# Task objective
The entries shown next need to be written again word for word.

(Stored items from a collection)
※ ※ ※

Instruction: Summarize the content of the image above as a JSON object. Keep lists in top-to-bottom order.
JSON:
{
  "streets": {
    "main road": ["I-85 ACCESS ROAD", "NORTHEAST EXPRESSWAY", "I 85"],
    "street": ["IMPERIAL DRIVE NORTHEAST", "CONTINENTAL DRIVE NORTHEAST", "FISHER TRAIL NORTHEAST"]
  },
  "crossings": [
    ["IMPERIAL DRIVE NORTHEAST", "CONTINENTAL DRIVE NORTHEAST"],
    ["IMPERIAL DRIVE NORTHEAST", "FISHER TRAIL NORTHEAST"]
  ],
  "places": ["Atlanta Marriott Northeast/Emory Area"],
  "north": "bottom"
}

※ ※ ※

# Solution for this problem
Instruction: Summarize the content of the image above as a JSON object. Keep lists in top-to-bottom order.
JSON:
{
  "streets": {
    "main road": ["I-85 ACCESS ROAD", "NORTHEAST EXPRESSWAY", "I 85"],
    "street": ["IMPERIAL DRIVE NORTHEAST", "CONTINENTAL DRIVE NORTHEAST", "FISHER TRAIL NORTHEAST"]
  },
  "crossings": [
    ["IMPERIAL DRIVE NORTHEAST", "CONTINENTAL DRIVE NORTHEAST"],
    ["IMPERIAL DRIVE NORTHEAST", "FISHER TRAIL NORTHEAST"]
  ],
  "places": ["Atlanta Marriott Northeast/Emory Area"],
  "north": "bottom"
}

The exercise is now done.